Die Unschuldsvermutung wird durch Artikel 6 EMRK (Europäische Menschenrechtskonvention) garantiert. Diese Bestimmung besagt "Bis zum gesetzlichen Nachweis seiner Schuld wird vermutet, dass der wegen einer strafbaren Handlung Angeklagte unschuldig ist." Dieser Grundsatz bindet Gerichte und andere staatliche Organe. Die Unschuldsvermutung ist auch medienrechtlich geschützt. Wird eine noch nicht rechtskräftig verurteilte Person in einem Medium als überführt oder schuldig hingestellt oder als Täter einer strafbaren Handlung bezeichnet, kann diese Person Entschädigungsansprüche gegen das Medium stellen. Gilt dieser mediale Schutz der Unschuldsvermutung aber auch dann, wenn nicht ein Medium, sondern das Opfer selbst in einem Facebook-Posting den Tatverdächtigen als Täter bezeichnet beziehungsweise hinstellt?

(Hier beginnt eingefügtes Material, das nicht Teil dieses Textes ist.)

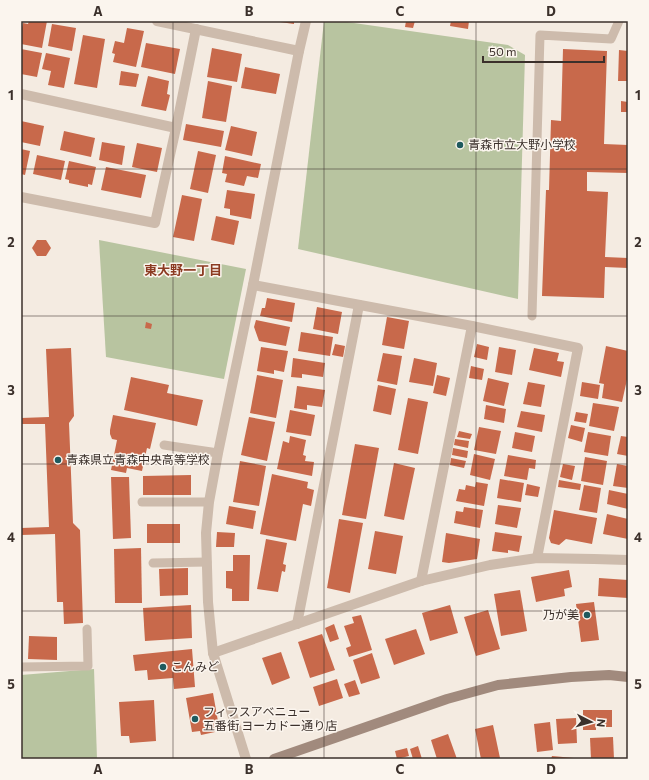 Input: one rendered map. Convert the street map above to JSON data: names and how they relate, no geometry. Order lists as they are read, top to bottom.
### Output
{
  "districts": ["東大野一丁目"],
  "places": [
    "青森市立大野小学校",
    "青森県立青森中央高等学校",
    "乃が美",
    "こんみど",
    "フィフスアベニュー 五番街 ヨーカドー通り店"
  ],
  "scale_bar": "50 m",
  "north": "right",
  "grid": {
    "columns": [
      "A",
      "B",
      "C",
      "D"
    ],
    "rows": [
      "1",
      "2",
      "3",
      "4",
      "5"
    ]
  }
} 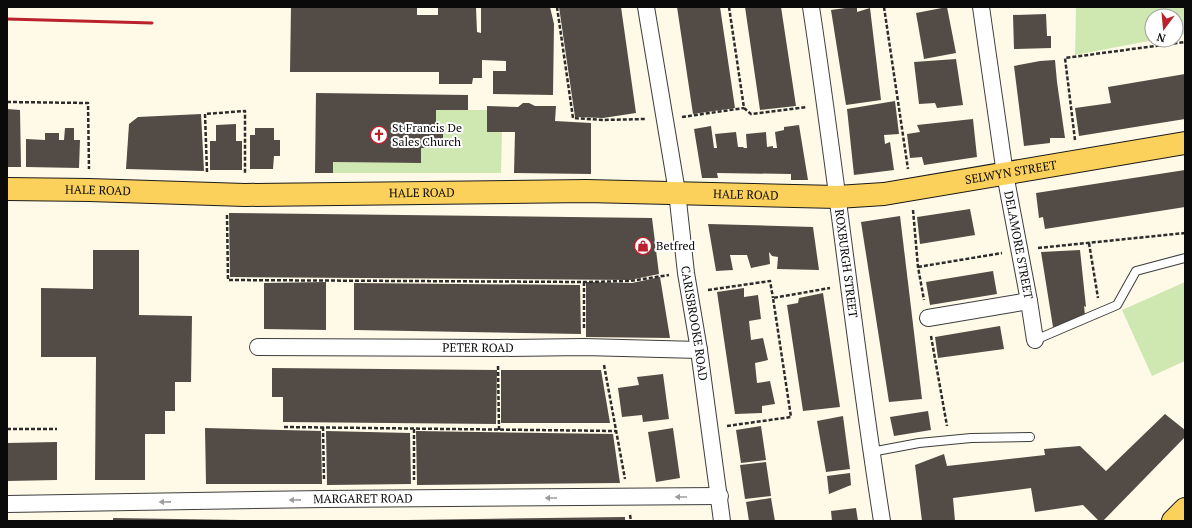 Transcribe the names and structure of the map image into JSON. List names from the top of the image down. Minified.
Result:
{"streets":{"main road":["SELWYN STREET","HALE ROAD"],"street":["DELAMORE STREET","ROXBURGH STREET","CARISBROOKE ROAD","PETER ROAD","MARGARET ROAD"]},"crossings":[["SELWYN STREET","HALE ROAD"],["SELWYN STREET","DELAMORE STREET"],["SELWYN STREET","ROXBURGH STREET"],["HALE ROAD","ROXBURGH STREET"],["HALE ROAD","CARISBROOKE ROAD"],["CARISBROOKE ROAD","PETER ROAD"],["CARISBROOKE ROAD","MARGARET ROAD"]],"one_way":["MARGARET ROAD"],"places":{"church":["St Francis De Sales Church"],"shop":["Betfred"]},"north":"bottom"} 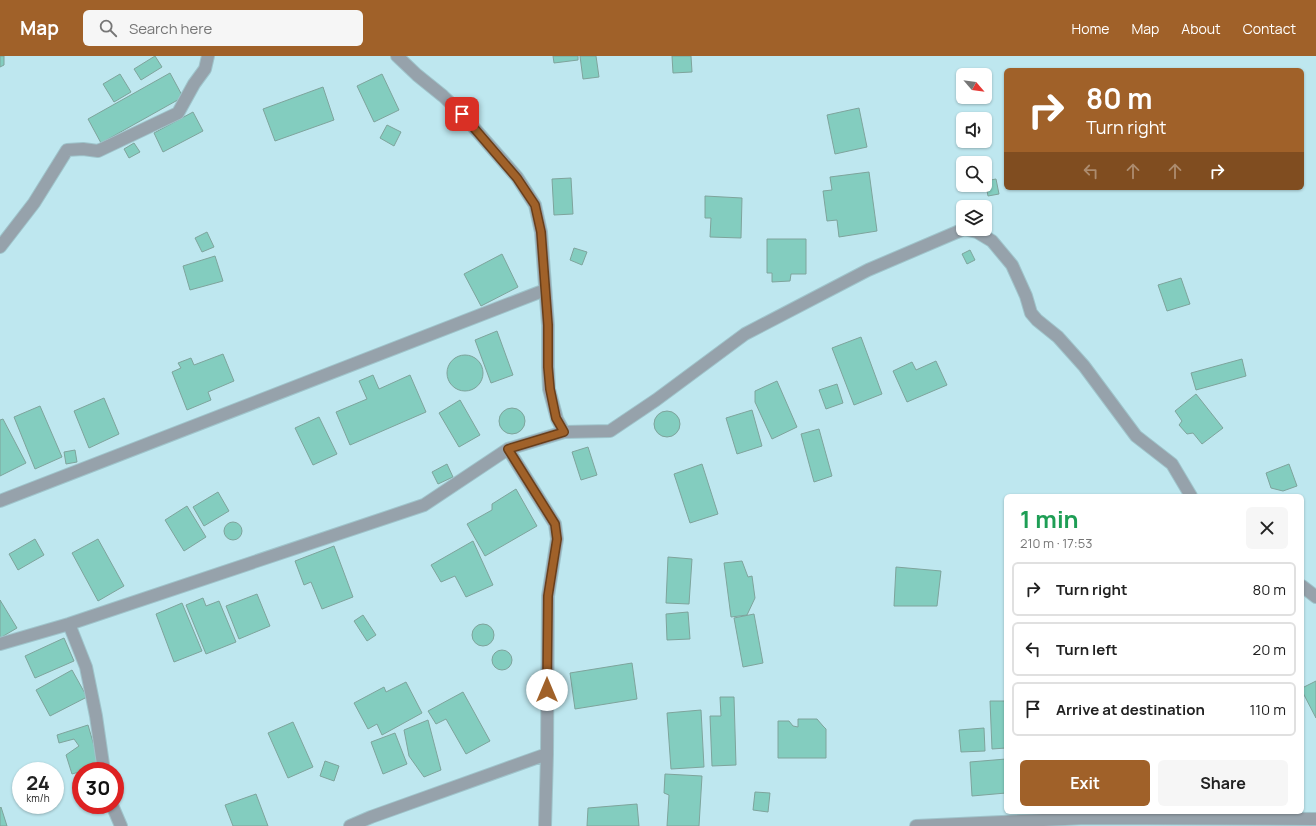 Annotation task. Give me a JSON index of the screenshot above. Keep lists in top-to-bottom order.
{
  "north": "bottom right",
  "page": {
    "header": "Map",
    "search": "Search here",
    "nav": [
      "Home",
      "Map",
      "About",
      "Contact"
    ],
    "turn": ["80 m", "Turn right"],
    "heading": ["1 min", "210 m · 17:53"],
    "list": [
      {
        "name": "Turn right",
        "value": "80 m"
      },
      {
        "name": "Turn left",
        "value": "20 m"
      },
      {
        "name": "Arrive at destination",
        "value": "110 m"
      }
    ],
    "buttons": ["Exit", "Share"],
    "speed": "24 km/h",
    "limit": "30"
  }
} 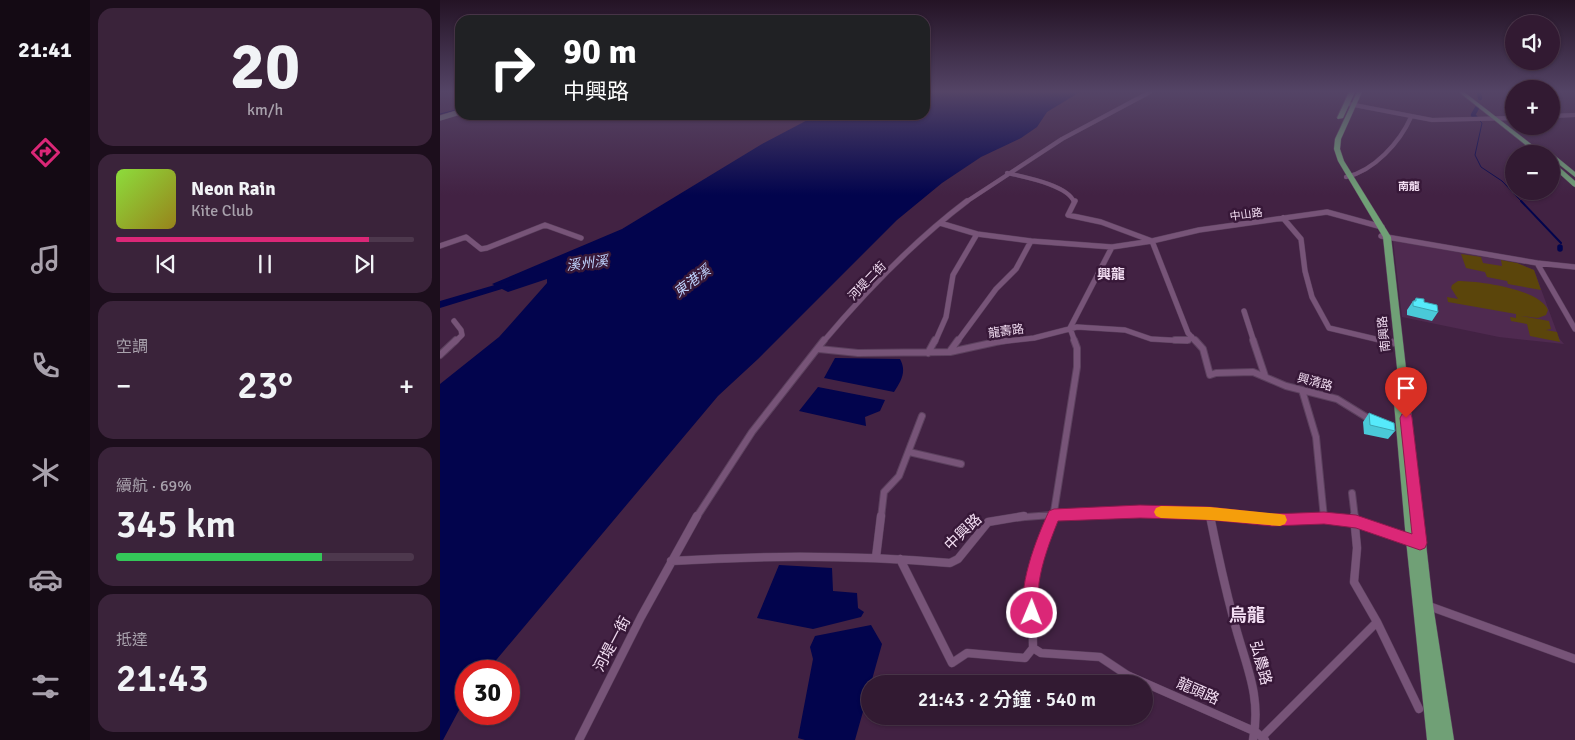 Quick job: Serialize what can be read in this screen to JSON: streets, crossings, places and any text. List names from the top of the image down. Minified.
{"streets":{"main road":["南興路"],"street":["中山路","河堤二街","龍壽路","興清路","中興路","河堤一街","弘農路","龍頭路"]},"crossings":[["中山路","河堤二街"],["中山路","南興路"],["河堤二街","龍壽路"],["河堤二街","中興路"],["河堤二街","河堤一街"],["龍壽路","興清路"],["南興路","中興路"],["中興路","河堤一街"],["中興路","弘農路"],["弘農路","龍頭路"]],"districts":["南龍","興龍","烏龍"],"water":["溪州溪","東港溪"],"page":{"tabs":"21:41","tile":[["20","km/h"],"空調",["續航 · 69%","345 km"],["抵達","21:43"]],"map_buttons":["+","−"],"turn":["90 m","中興路"],"song":["Neon Rain","Kite Club"],"heat":["−","23°","+"],"limit":"30","trip":"21:43 · 2 分鐘 · 540 m"}} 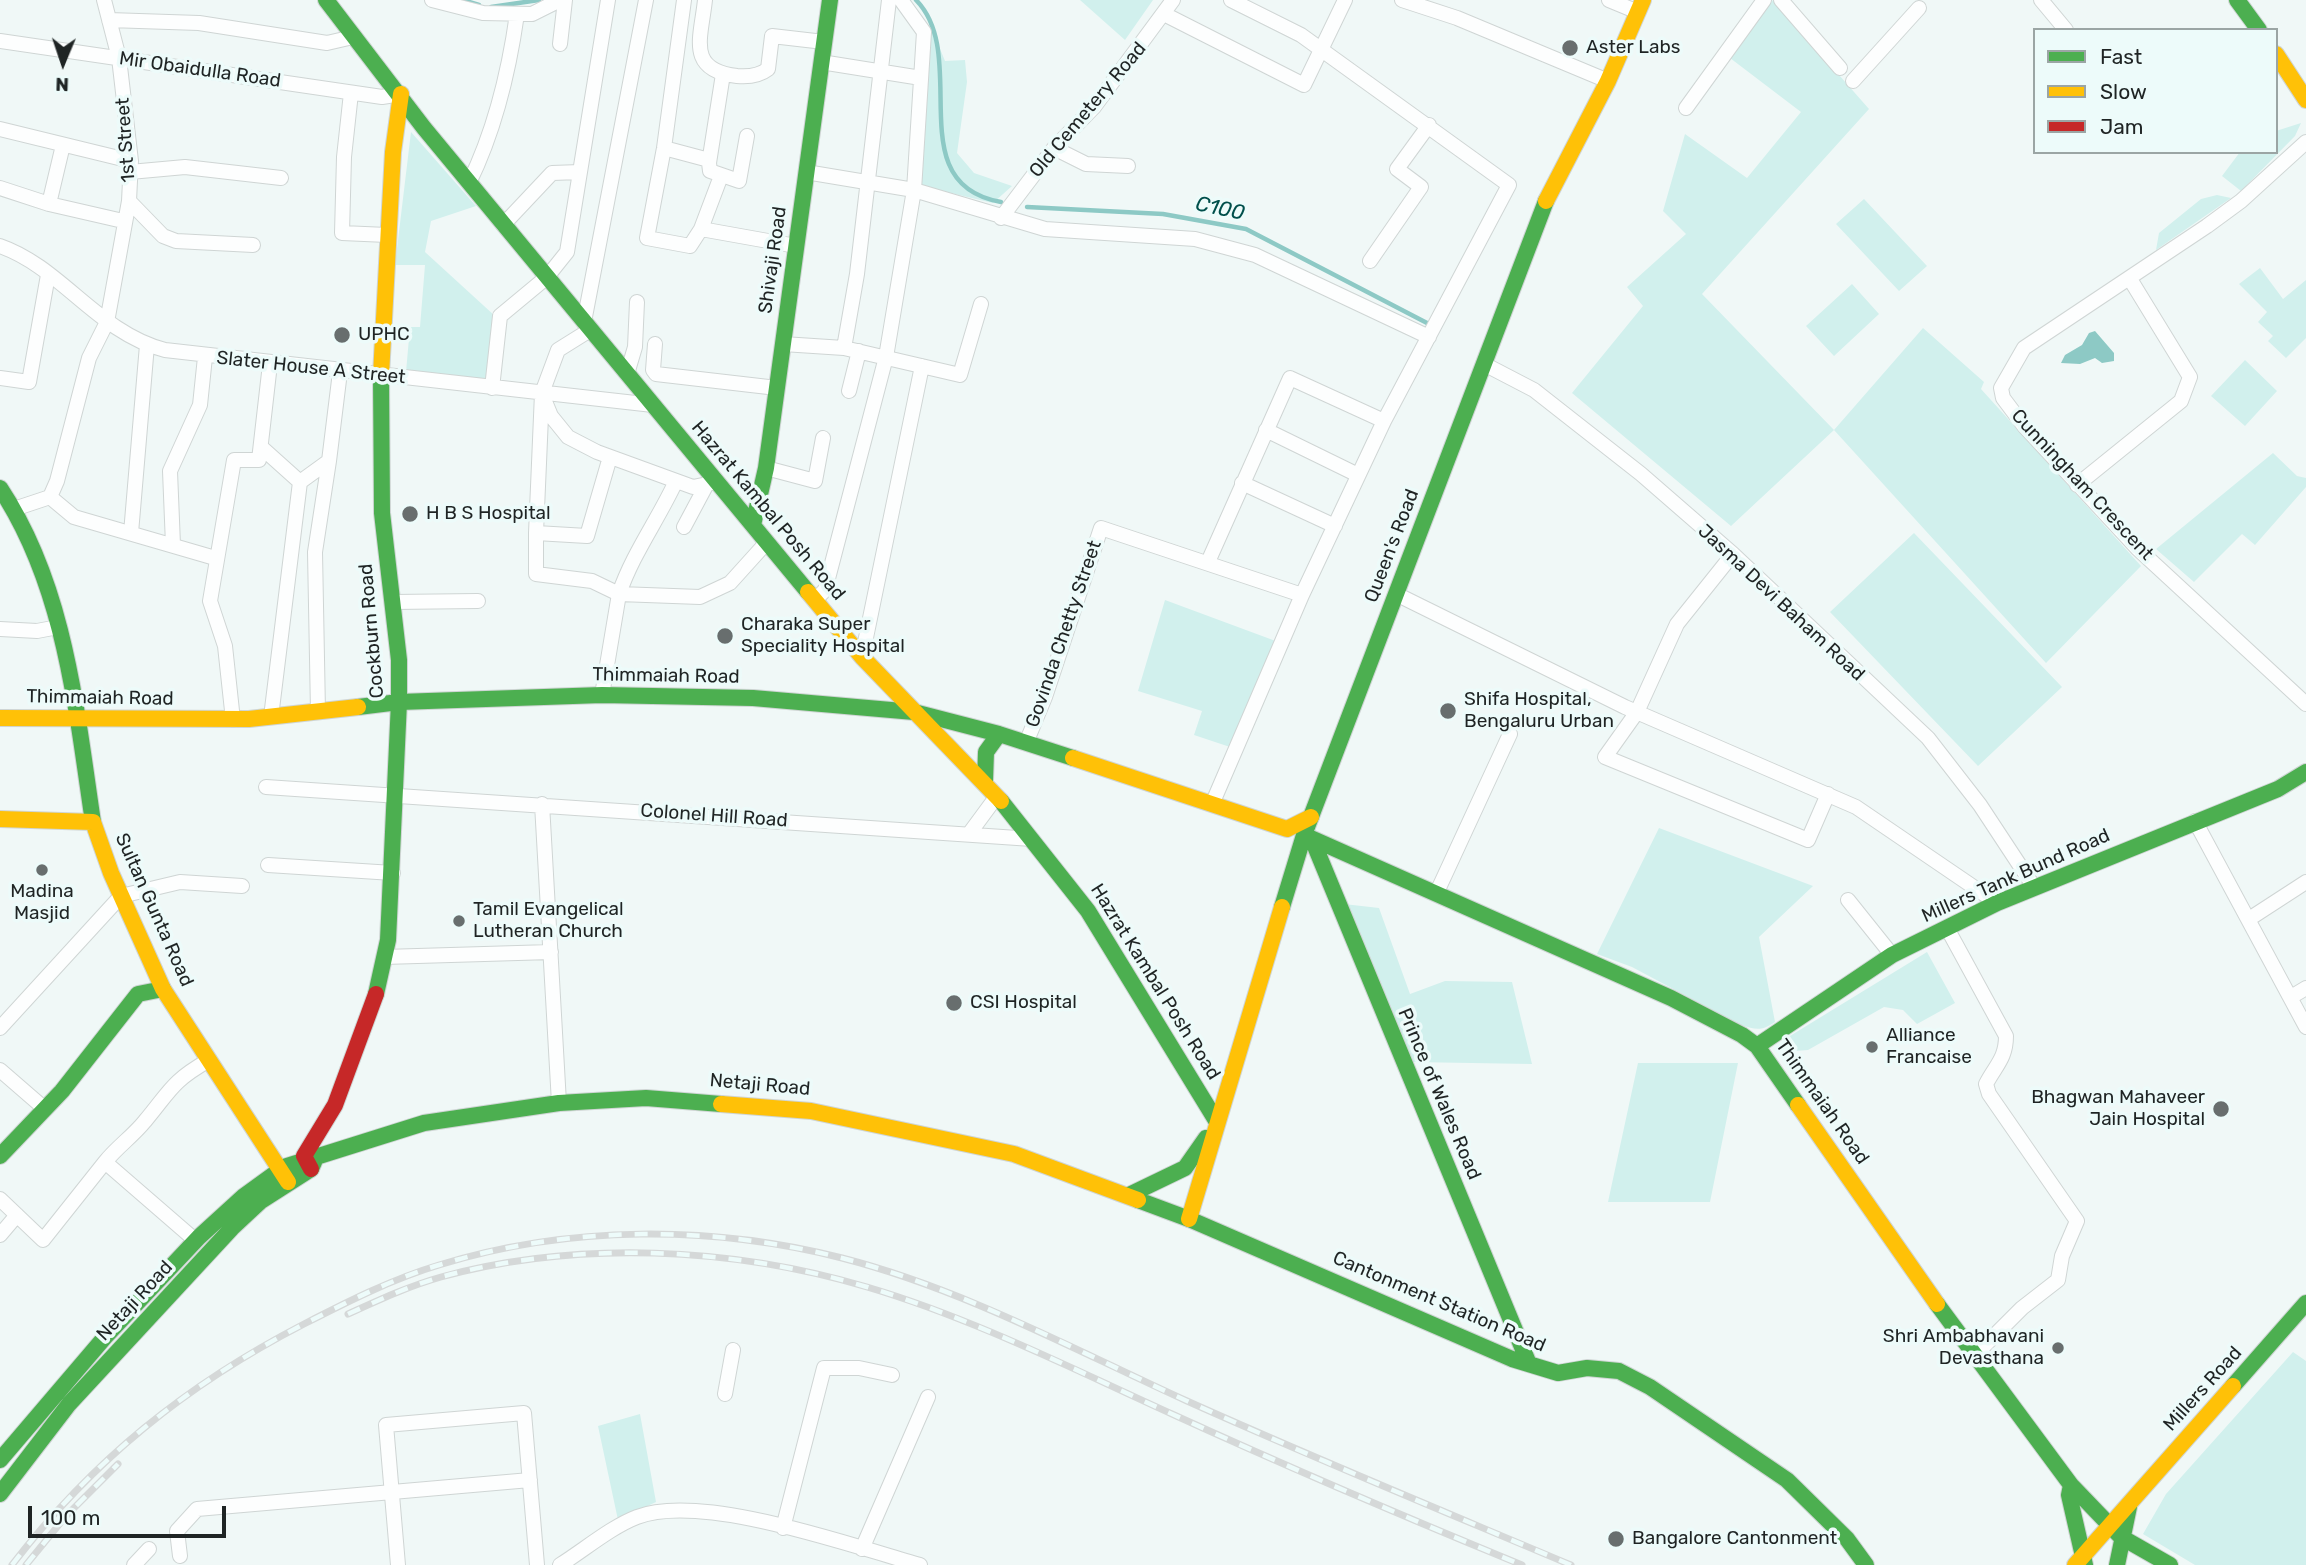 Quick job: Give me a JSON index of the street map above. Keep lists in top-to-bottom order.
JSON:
{
  "streets": {
    "street": [
      "Mir Obaidulla Road",
      "Old Cemetery Road",
      "1st Street",
      "Shivaji Road",
      "Slater House A Street",
      "Cunningham Crescent",
      "Hazrat Kambal Posh Road",
      "Queen's Road",
      "Jasma Devi Baham Road",
      "Cockburn Road",
      "Govinda Chetty Street",
      "Thimmaiah Road",
      "Colonel Hill Road",
      "Millers Tank Bund Road",
      "Sultan Gunta Road",
      "Netaji Road",
      "Prince of Wales Road",
      "Cantonment Station Road",
      "Millers Road"
    ]
  },
  "crossings": [
    ["Mir Obaidulla Road", "1st Street"],
    ["Mir Obaidulla Road", "Hazrat Kambal Posh Road"],
    ["Mir Obaidulla Road", "Cockburn Road"],
    ["1st Street", "Slater House A Street"],
    ["Shivaji Road", "Hazrat Kambal Posh Road"],
    ["Slater House A Street", "Hazrat Kambal Posh Road"],
    ["Slater House A Street", "Cockburn Road"],
    ["Hazrat Kambal Posh Road", "Queen's Road"],
    ["Hazrat Kambal Posh Road", "Cockburn Road"],
    ["Hazrat Kambal Posh Road", "Thimmaiah Road"],
    ["Hazrat Kambal Posh Road", "Colonel Hill Road"],
    ["Queen's Road", "Jasma Devi Baham Road"],
    ["Queen's Road", "Thimmaiah Road"],
    ["Queen's Road", "Netaji Road"],
    ["Queen's Road", "Prince of Wales Road"],
    ["Queen's Road", "Cantonment Station Road"],
    ["Jasma Devi Baham Road", "Millers Tank Bund Road"],
    ["Cockburn Road", "Thimmaiah Road"],
    ["Cockburn Road", "Colonel Hill Road"],
    ["Cockburn Road", "Netaji Road"],
    ["Govinda Chetty Street", "Thimmaiah Road"],
    ["Thimmaiah Road", "Millers Tank Bund Road"],
    ["Thimmaiah Road", "Sultan Gunta Road"],
    ["Thimmaiah Road", "Prince of Wales Road"],
    ["Thimmaiah Road", "Millers Road"],
    ["Sultan Gunta Road", "Netaji Road"],
    ["Netaji Road", "Cantonment Station Road"],
    ["Prince of Wales Road", "Cantonment Station Road"]
  ],
  "water": ["C100"],
  "places": [
    "Aster Labs",
    "UPHC",
    "H B S Hospital",
    "Charaka Super Speciality Hospital",
    "Shifa Hospital, Bengaluru Urban",
    "Madina Masjid",
    "Tamil Evangelical Lutheran Church",
    "CSI Hospital",
    "Alliance Francaise",
    "Bhagwan Mahaveer Jain Hospital",
    "Shri Ambabhavani Devasthana",
    "Bangalore Cantonment"
  ],
  "legend": ["Fast", "Slow", "Jam"],
  "scale_bar": "100 m",
  "north": "bottom"
}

Mit einem solchen Fall musste sich der OGH vor Kurzem befassen. Eine Österreicherin, die mit einem Amerikaner verheiratet war, floh mit ihrer kleinen Tochter nach Österreich. Nachdem der OGH in Österreich aufgrund internationaler Abkommen die Rückführung der kleinen Tochter zum Vater in die USA angeordnet hat, wandte sich die Ehefrau mit einem Facebook-Posting an die Öffentlichkeit, mit der Bitte eine Petition an die Bundesregierung, die Rückführung ihrer kleinen Tochter in die USA zu verhindern, zu unterzeichnen. In diesem Posting schrieb die Ehefrau unter anderem, dass sie in der Ehe vergewaltigt worden ist. Der Ehemann brachte dagegen eine Klage samt Antrag auf Erlassung einer einstweiligen Verfügung gegen die Ehefrau ein. Die Gerichte nahmen als bescheinigt an, dass der klägerische Ehemann seine Ehefrau mit Gewalt zum Geschlechtsverkehr gezwungen hat. Der OGH musste sich somit mit der Frage auseinandersetzen, ob an die Beurteilung der Äußerungen eines Opfers einer Straftat dieselben Maßstäbe anzuwenden sind, wie an die Veröffentlichung von Vorwürfen in einem (dritten) Medium. Der OGH gelangte zu dem Ergebnis, dass "der Beklagten - unabhängig vom Umstand, dass derzeit keine strafgerichtliche Verurteilung des Klägers vorliegt -nicht verwehrt werden kann, über ihre eigene Vergewaltigung zu berichten". Der OGH führte weiters aus, dass "wegen der dargelegten Besonderheit des Sachverhalts im Rahmen der gebotenen Abwägung zwischen der Meinungsfreiheit der Ehefrau und den Rechten des Ehemanns das Posting auf der Facebookseite der beklagten Ehefrau auch dann nicht zu beanstanden wäre, wenn man das Posting als Medium qualifizieren würde."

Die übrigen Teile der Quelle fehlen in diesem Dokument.